Michael’s heart raced uncontrollably. A light sheen of sweat appeared on his upper lip and forehead. He was sure someone would notice.
Ralph Healey eased his body back into the couch, as if he could relax now that he’d gotten what he’d come for. He sighed and looked toward the picture window. “I’ll need to see those rifles,” he said. Then added, “Nothing personal. We have to inspect everyone’s guns.”
Michael watched as his father stood up, hands in pockets. He could tell his father had been caught off guard by the sergeant’s request. Then he turned to Michael for the first time since the police had shown up. “Better go get the Winchester,” he said.
Maybe it was something about the way his father said this, but in that single moment Michael realized with horror that his father had at least considered the possibility that the shot had come from his own house.
Michael licked his lips. “It’s not here,” he said, surprised by the evenness of his own voice.

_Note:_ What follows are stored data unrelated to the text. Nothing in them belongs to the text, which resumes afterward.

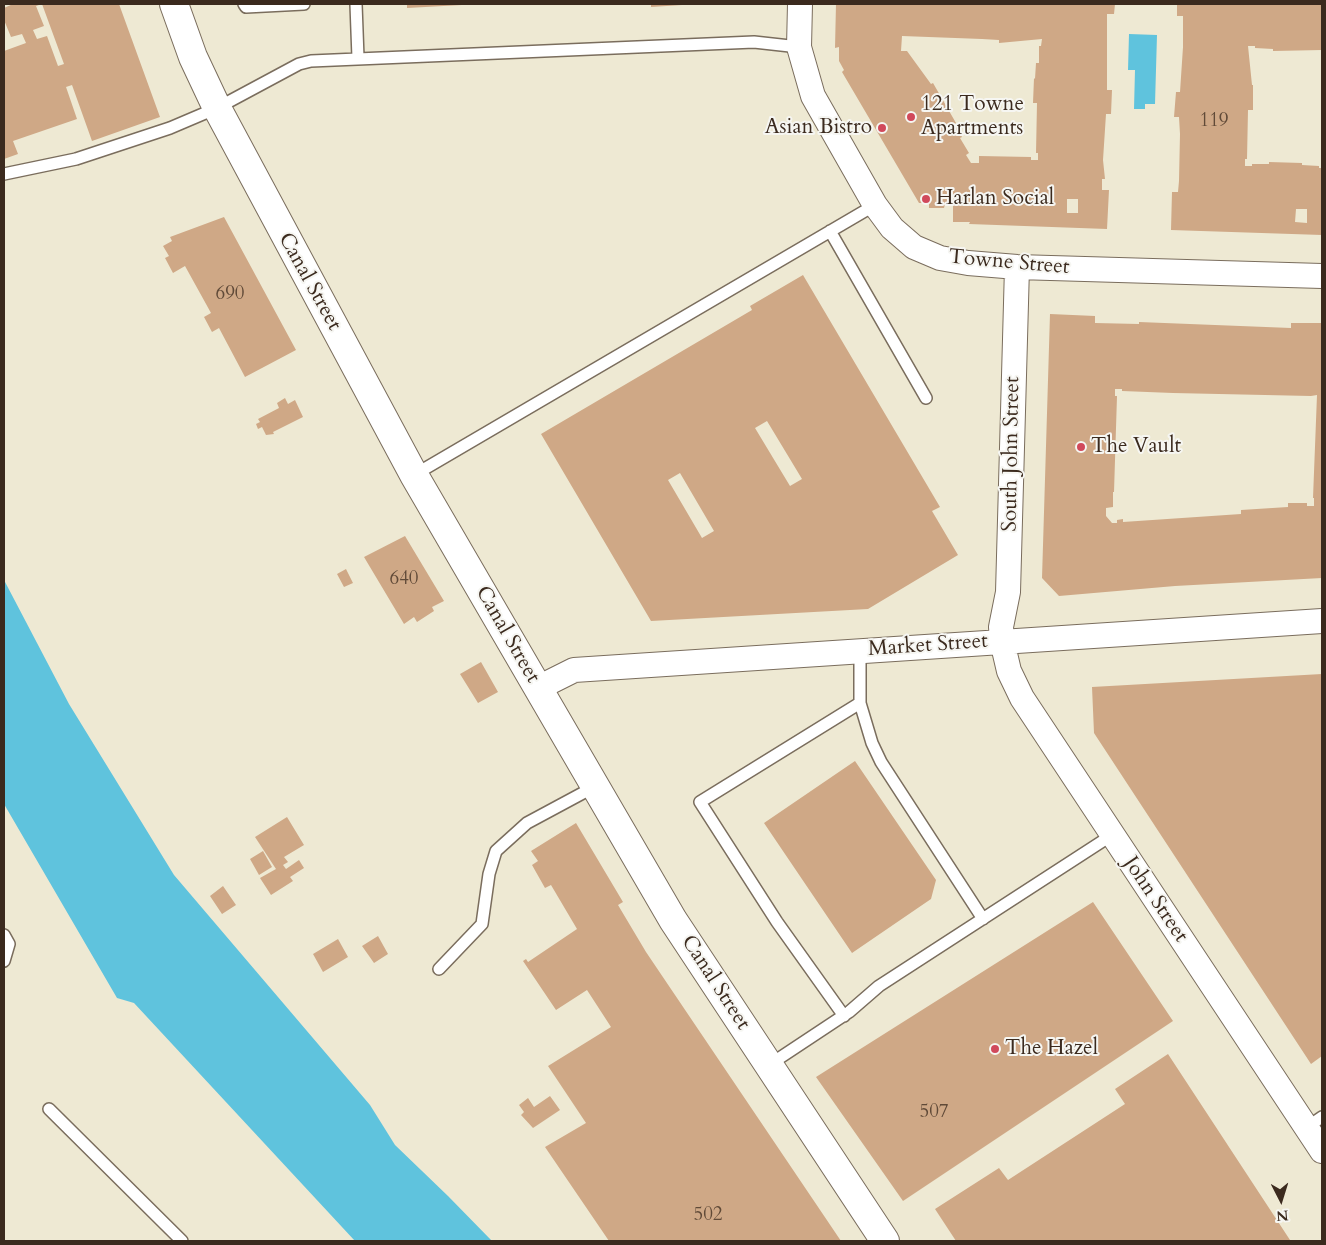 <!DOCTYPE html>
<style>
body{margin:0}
#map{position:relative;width:1326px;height:1245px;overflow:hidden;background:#eee9d3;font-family:Cardo,serif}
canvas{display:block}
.frame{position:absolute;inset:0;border:5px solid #3b2a1e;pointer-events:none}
.north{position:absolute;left:1256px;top:1175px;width:50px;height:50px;-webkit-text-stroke:4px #f6f6f2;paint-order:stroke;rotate:175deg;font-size:14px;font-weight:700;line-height:20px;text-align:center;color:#3b2a1e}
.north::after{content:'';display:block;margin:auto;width:18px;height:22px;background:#3b2a1e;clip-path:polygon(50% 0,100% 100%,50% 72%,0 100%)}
</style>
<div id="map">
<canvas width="1326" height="1245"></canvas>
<div class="frame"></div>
<div class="north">N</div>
</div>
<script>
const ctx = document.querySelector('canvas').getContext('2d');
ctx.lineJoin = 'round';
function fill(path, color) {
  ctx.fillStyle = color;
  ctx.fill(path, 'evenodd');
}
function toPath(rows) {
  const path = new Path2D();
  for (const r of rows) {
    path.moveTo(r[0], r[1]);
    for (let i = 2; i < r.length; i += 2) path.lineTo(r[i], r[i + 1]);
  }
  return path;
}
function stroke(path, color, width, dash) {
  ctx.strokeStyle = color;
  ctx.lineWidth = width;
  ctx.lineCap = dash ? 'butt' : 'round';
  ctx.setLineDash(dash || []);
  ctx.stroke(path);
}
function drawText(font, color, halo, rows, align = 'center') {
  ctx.font = font + ' Cardo,serif';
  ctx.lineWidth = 4;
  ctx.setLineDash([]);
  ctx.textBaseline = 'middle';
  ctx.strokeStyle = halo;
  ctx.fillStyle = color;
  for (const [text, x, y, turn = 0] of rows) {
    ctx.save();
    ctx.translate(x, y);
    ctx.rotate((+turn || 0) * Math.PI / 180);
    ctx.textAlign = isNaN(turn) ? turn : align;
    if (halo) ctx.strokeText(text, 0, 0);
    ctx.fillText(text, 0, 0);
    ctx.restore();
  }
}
fill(toPath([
 [1129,34,1157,35,1155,104,1145,104,1145,109,1134,109,1135,70,1128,70],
 [4,580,69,704,174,875,370,1105,395,1145,448,1196,492,1241,355,1241,134,1003,117,998,4,804]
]), '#5fc3dd');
fill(toPath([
 [13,4,42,4,36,6,44,26,33,30,37,39,47,36,58,66,64,64,42,4,119,4,160,117,92,141,72,85,66,87,77,119,13,141,18,154,4,159,4,51,26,43,22,34,11,37,4,20,4,8],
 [407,4,462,4,462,5,407,8],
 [651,4,682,4,682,5,651,7],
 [836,4,1115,4,1114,14,1107,14,1107,90,1112,90,1111,114,1106,114,1103,160,1105,179,1102,179,1102,190,1109,190,1107,229,969,224,970,222,953,222,953,204,945,204,944,208,929,208,929,203,919,203,842,72,844,70,839,61,839,47,835,48],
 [902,36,982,39,999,40,999,43,1042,39,1041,46,1039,46,1039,63,1036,63,1035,79,1034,78,1033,103,1037,103,1036,153,1038,153,1038,160,1031,160,1031,157,979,156,979,163,971,163,966,155,969,153,960,138,962,137,955,124,956,123,933,83,931,84,907,51,901,51],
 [1067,199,1078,199,1078,213,1067,213],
 [1177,4,1322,4,1322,50,1273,51,1273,49,1255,48,1255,46,1248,46,1252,85,1253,85,1253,110,1248,110,1247,159,1245,159,1245,166,1252,166,1252,164,1269,164,1269,162,1302,163,1302,165,1319,166,1319,168,1322,168,1322,235,1171,230,1172,192,1178,192,1179,181,1180,134,1179,117,1174,117,1176,92,1180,92,1183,47,1183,16,1177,16],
 [1296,209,1307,209,1307,223,1295,222],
 [224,217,296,350,245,377,219,328,212,332,204,317,211,313,185,266,173,273,165,258,169,256,163,246,172,241,170,237],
 [803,275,940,507,932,511,958,555,868,609,651,621,541,434,752,310,750,306],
 [767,421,802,479,790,486,755,428],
 [680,473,714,531,702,538,668,480],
 [1050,314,1095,316,1095,323,1139,324,1139,322,1291,328,1291,323,1322,323,1322,578,1175,586,1059,596,1042,578],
 [1115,389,1122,389,1122,391,1173,393,1311,396,1317,395,1313,498,1314,498,1314,506,1307,506,1307,503,1288,503,1288,507,1241,510,1241,514,1123,522,1123,519,1117,520,1117,523,1112,523,1106,516,1106,508,1113,507,1113,492,1114,492,1117,396,1115,396],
 [285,398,288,404,295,400,303,417,273,432,274,434,266,435,262,427,258,429,256,424,260,422,258,419,279,408,277,403],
 [405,536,444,601,432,607,434,611,417,622,414,617,404,624,364,557],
 [346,569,353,583,344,587,337,574],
 [481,662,498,692,478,703,460,674],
 [1322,674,1322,1056,1311,1064,1094,733,1092,687],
 [855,761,936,880,931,899,852,953,764,823],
 [287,817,304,845,284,857,288,862,283,865,286,869,299,860,304,868,290,877,293,881,271,895,260,878,276,869,255,837],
 [576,823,623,902,618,905,646,952,841,1241,609,1241,545,1147,586,1123,548,1066,611,1027,587,990,556,1010,523,961,526,959,528,962,577,929,551,885,545,888,532,865,538,861,531,851],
 [263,851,272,867,259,875,250,859],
 [223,886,236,905,222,914,210,896],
 [1093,902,1173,1021,903,1201,816,1077],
 [378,936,388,954,374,963,362,946],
 [338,939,348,957,323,972,313,954],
 [1168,1054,1290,1240,956,1241,935,1209,999,1168,1008,1180,1125,1104,1115,1089],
 [550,1096,560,1110,533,1128,521,1115,524,1112,519,1105,528,1098,534,1107]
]), '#cfa886');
const lane = toPath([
 [244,4,246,7,304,4],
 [356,4,358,58],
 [4,174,76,159,170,128,217,108,299,64,311,61,754,42,799,47],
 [830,231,926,398],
 [414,475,875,205],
 [860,703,872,743,881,762,983,919],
 [4,935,9,944,4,961],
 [439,969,482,924,489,874,496,851,527,823,594,787],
 [844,1016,777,922,700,802,860,703,860,651],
 [769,1065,849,1012,879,986,1112,835],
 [49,1109,182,1241],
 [1306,1128,1322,1117]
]);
const street = toPath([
 [800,4,799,47,813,96,875,205,892,228,914,247,940,258,968,263,1017,267,1322,276],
 [1017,267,1008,592,1001,627,1002,641,1009,671,1022,698,1322,1151],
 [538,688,574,670,1322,621]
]);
const secondary = toPath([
 [174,4,193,57,217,108,414,475,673,920,885,1241]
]);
stroke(lane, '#7a6d5d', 14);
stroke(street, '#7a6d5d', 26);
stroke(secondary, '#7a6d5d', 30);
stroke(lane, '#fff', 11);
stroke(street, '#fff', 24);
stroke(secondary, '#fff', 28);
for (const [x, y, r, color] of [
 [911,117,5,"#d1495b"],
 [882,128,5,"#d1495b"],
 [926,199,5,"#d1495b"],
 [1081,447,5,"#d1495b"],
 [995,1049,5,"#d1495b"]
]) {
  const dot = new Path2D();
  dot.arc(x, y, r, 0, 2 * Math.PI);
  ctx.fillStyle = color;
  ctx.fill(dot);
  stroke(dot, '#f6f6f2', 2);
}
drawText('19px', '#604a38', null, [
 ["119",1214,122],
 ["690",230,295],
 ["640",404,580],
 ["507",934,1113],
 ["502",708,1216]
]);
drawText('21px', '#3b2a1e', '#f6f6f2', [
 ["121 Towne",921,105],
 ["Apartments",921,129],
 ["Asian Bistro",872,128,"right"],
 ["Harlan Social",936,199],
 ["The Vault",1091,447],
 ["The Hazel",1005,1049]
], 'left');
drawText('21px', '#3b2a1e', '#f6f6f2', [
 ["Towne Street",1009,263,5],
 ["Canal Street",309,282,61],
 ["South John Street",1012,454,-89],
 ["Canal Street",507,635,60],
 ["Market Street",928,646,-4],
 ["John Street",1155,900,56],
 ["Canal Street",715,983,57]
]);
</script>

His father stared back at him, hands still in his pockets. He shook his head as if he hadn’t heard right. “Where is it?”
Without a moment’s hesitation, Michael said, “At Joe’s.”
His father continued shaking his head. He seemed bewildered. “What’s it doing at Joe’s?”

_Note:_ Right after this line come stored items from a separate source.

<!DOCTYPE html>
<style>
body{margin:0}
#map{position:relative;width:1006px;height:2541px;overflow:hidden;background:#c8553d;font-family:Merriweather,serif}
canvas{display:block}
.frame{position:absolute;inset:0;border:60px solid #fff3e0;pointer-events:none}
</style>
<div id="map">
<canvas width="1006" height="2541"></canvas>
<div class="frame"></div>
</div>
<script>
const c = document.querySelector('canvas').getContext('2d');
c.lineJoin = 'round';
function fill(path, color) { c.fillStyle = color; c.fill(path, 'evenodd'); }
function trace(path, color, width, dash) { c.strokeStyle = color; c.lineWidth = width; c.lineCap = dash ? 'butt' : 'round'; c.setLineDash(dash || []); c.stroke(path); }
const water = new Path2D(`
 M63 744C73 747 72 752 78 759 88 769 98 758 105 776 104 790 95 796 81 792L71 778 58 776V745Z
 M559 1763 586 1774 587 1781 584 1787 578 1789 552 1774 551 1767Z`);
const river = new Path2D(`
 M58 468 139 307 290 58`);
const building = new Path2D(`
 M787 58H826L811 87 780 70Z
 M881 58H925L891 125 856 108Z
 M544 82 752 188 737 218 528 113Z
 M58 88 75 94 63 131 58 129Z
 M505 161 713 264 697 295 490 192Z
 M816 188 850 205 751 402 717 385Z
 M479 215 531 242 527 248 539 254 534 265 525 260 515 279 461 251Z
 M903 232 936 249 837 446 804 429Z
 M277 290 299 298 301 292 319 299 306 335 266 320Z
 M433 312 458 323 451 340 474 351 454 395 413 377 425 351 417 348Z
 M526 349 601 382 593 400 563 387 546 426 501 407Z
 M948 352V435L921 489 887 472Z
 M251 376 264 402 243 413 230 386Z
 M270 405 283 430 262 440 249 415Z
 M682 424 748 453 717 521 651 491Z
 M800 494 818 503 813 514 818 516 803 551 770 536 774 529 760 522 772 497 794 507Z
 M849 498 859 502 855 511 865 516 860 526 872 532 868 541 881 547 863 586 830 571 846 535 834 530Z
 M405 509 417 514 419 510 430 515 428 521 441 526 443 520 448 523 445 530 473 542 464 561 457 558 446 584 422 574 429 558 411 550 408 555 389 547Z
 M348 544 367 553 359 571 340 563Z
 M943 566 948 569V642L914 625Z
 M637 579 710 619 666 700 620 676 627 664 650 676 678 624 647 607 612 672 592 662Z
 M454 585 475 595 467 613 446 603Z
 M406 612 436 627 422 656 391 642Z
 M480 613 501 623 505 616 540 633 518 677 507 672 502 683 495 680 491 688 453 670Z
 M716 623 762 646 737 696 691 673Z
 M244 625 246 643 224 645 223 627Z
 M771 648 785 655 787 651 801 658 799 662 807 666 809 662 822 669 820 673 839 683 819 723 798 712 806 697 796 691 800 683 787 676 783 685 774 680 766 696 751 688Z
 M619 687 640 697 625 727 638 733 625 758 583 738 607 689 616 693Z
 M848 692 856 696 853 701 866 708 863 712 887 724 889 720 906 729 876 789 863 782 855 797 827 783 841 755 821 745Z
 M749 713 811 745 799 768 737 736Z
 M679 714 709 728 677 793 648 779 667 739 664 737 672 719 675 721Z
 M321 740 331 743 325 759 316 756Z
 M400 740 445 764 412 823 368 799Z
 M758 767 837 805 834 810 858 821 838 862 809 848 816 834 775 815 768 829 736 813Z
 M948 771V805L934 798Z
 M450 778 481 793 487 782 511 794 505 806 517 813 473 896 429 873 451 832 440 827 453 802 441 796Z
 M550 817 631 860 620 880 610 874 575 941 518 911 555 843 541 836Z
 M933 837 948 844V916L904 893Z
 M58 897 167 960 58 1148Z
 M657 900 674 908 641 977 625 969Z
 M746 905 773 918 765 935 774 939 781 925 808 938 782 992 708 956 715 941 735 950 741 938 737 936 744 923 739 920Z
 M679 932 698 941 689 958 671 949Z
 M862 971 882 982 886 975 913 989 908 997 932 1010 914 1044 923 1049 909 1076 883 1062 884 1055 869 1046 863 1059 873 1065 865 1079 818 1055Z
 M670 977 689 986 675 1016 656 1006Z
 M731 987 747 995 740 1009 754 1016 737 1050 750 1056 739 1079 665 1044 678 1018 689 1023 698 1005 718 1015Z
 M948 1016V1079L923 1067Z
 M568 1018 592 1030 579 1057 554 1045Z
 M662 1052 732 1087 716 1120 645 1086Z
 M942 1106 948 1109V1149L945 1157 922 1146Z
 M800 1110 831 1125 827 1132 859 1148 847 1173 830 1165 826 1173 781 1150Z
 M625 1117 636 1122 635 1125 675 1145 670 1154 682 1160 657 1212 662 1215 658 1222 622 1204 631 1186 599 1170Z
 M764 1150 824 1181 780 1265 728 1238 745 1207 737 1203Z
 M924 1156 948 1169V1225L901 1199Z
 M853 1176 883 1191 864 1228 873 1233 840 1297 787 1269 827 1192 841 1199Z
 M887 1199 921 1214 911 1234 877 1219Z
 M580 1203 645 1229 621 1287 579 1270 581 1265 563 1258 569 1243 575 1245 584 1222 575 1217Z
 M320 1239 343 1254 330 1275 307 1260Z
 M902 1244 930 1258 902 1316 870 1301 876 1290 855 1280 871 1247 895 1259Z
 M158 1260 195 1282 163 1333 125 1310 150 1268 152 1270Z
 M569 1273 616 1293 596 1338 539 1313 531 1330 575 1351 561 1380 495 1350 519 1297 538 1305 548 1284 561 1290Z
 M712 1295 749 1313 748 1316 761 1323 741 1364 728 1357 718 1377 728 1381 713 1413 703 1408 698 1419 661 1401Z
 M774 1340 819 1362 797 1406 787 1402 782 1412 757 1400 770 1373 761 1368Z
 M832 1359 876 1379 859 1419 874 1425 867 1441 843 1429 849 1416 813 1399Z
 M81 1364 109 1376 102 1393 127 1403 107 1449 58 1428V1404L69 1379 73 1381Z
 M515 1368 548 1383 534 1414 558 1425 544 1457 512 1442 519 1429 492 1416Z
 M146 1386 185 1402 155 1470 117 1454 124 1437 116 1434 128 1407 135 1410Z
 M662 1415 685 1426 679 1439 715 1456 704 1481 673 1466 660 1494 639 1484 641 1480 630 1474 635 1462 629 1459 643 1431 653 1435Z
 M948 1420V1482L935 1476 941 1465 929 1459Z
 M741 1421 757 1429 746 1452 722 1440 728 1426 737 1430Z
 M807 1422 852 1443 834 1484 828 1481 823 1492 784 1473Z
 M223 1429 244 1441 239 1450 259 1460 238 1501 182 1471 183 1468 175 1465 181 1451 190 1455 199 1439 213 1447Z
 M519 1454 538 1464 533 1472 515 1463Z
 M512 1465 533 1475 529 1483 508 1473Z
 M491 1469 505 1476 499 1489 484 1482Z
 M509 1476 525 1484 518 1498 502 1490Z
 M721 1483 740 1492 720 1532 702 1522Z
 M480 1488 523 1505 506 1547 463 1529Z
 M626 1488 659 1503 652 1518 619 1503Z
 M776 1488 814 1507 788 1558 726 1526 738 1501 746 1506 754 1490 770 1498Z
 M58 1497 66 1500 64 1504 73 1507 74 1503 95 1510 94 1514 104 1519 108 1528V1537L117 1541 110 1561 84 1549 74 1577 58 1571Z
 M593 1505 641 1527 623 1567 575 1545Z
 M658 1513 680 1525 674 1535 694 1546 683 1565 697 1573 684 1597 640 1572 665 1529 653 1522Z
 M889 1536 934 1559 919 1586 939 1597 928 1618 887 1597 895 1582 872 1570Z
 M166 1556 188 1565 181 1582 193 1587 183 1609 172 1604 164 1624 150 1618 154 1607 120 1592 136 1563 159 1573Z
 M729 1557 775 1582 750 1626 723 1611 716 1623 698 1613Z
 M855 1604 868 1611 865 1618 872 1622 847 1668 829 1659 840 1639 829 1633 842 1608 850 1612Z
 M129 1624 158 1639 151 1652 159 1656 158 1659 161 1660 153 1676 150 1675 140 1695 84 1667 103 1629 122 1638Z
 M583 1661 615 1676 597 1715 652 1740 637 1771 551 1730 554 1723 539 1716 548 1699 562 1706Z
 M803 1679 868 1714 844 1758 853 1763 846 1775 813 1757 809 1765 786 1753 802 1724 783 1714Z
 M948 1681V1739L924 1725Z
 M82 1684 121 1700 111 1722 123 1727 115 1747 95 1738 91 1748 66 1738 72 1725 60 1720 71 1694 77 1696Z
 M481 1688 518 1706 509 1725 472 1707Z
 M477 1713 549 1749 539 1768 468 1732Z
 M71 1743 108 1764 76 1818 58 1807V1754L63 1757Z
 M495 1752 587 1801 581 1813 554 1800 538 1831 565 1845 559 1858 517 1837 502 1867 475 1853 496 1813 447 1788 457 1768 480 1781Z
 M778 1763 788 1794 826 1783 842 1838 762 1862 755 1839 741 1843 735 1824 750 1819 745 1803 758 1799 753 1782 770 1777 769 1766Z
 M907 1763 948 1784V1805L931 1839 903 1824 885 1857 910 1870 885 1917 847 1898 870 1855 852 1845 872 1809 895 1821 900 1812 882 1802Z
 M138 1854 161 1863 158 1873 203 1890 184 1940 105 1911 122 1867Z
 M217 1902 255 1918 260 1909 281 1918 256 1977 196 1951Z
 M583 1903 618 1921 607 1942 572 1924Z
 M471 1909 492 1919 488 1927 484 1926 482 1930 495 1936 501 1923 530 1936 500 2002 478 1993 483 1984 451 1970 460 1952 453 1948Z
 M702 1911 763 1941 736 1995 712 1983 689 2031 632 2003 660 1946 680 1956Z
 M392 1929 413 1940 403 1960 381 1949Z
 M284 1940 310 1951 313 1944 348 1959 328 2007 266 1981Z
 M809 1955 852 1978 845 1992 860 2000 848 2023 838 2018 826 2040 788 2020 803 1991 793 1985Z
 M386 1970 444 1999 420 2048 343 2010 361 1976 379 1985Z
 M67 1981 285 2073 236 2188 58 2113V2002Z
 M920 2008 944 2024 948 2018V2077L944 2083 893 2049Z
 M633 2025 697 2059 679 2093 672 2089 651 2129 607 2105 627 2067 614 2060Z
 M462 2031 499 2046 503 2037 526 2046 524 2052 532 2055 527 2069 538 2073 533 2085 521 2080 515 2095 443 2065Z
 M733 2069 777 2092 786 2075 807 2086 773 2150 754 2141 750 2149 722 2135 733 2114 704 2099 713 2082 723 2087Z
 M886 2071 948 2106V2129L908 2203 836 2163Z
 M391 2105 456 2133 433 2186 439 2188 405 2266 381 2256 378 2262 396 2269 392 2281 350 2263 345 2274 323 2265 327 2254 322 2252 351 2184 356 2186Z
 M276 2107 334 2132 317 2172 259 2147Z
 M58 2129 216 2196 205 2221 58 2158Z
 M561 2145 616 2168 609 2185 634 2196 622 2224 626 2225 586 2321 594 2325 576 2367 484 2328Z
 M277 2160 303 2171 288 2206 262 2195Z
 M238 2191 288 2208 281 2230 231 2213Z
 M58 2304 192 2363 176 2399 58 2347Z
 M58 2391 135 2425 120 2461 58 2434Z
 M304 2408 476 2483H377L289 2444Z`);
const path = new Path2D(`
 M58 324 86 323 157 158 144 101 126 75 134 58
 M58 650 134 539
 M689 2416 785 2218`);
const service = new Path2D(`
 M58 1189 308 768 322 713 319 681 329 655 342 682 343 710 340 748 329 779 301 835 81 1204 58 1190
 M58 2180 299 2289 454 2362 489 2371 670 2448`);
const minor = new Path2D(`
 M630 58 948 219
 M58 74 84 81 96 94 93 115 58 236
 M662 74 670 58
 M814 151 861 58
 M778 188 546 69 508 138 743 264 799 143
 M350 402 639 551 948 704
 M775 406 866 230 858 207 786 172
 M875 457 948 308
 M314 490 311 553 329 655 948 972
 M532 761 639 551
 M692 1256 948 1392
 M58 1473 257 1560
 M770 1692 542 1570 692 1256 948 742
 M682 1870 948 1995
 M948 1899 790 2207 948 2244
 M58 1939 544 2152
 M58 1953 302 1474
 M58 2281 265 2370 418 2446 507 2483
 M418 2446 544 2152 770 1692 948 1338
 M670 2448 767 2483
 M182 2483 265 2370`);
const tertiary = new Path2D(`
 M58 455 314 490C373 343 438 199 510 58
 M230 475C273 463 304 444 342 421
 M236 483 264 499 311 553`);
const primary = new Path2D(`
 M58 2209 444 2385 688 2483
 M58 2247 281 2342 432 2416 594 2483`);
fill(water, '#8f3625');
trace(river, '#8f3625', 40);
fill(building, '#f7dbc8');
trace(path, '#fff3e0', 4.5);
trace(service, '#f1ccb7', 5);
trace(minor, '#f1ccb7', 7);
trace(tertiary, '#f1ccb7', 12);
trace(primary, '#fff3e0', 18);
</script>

Michael kept his eyes on his father’s face. He was afraid that if he looked away, the gesture would scream his guilt. He shrugged as casually as he could, although the muscles in his shoulders and neck ached with tension. “I loaned it to him.”
Tom MacKenzie yanked a hand from his pocket and jerked his thumb in the direction of the cordless phone. “Well, call him and tell him to get it over here.”
Michael could see that his father was upset. He couldn’t be sure if it was only because his son had loaned out the rifle or because he sensed something else. Michael picked up the phone and dialed Joe Sadowski’s number. He wasn’t worried. He knew Joe was at work. All he’d have to do was leave a message. But to his horror, Joe answered.
“I thought you’d be at work,” Michael said, forgetting the others who stood only a few feet away.
“I got fired.”
Michael knew he should ask him what happened, but this was not the time. Somehow he had to pull this thing off. And he had to make Joe play along. “Listen, I need my rifle back.”
The silence lasted so long he was afraid Joe had hung up. “What in—? Man, I don’t have your rifle.”
“Oh, man, you’re kidding, right? Why didn’t you tell
me before?” Michael said. “My dad’s gonna be pissed.”
“About what? I don’t have your goddamn rifle.” Joe drew a deep breath. “Man, you’re losing it. You’re really losing it.”
“Jesus, they stole it right out of the car?” The desperation in Michael’s voice was convincing. He was desperate. But not for the reasons the men standing behind him in the living room believed.
“Tell him to find the damn gun and get over here,” Tom MacKenzie said loudly. “Now!”
“Was that your old man?” Joe asked. “He’s standing right there? What the—?”
Michael looked over at his father. “He can’t, Dad. It was stolen.”
Tom MacKenzie raked his fingers through his hair. “Stolen? Who the hell stole it?”
“He doesn’t know. It was in the backseat of his car. Somebody broke in, took his CD player and the rifle.”
Ralph Healey took a step forward, coming within a foot of Michael. “Did he file a report?”
“Who was that?” Joe said from the other end of the phone. “That wasn’t your dad.”
“I don’t know, Mr. Healey,” Michael said. Then to Joe, “Did you notify the police?”
“The cops are there? Oh, man. Oh, man, we’re screwed.”
Michael kept his gaze steady as he looked at Healey. “He says it just happened last night. He hasn’t had a chance to file a report yet.”
“Mike?” Joe’s voice was barely audible.
“Yeah?”
“Meet me at the park in an hour.” Then he hung up.
Michael pushed the Off button on the phone and laid it carefully on the table. “I can’t believe he didn’t tell me before now,” he said.
“That Winchester belonged to your grandfather when he was a boy,” his father said. Michael could see he was angry.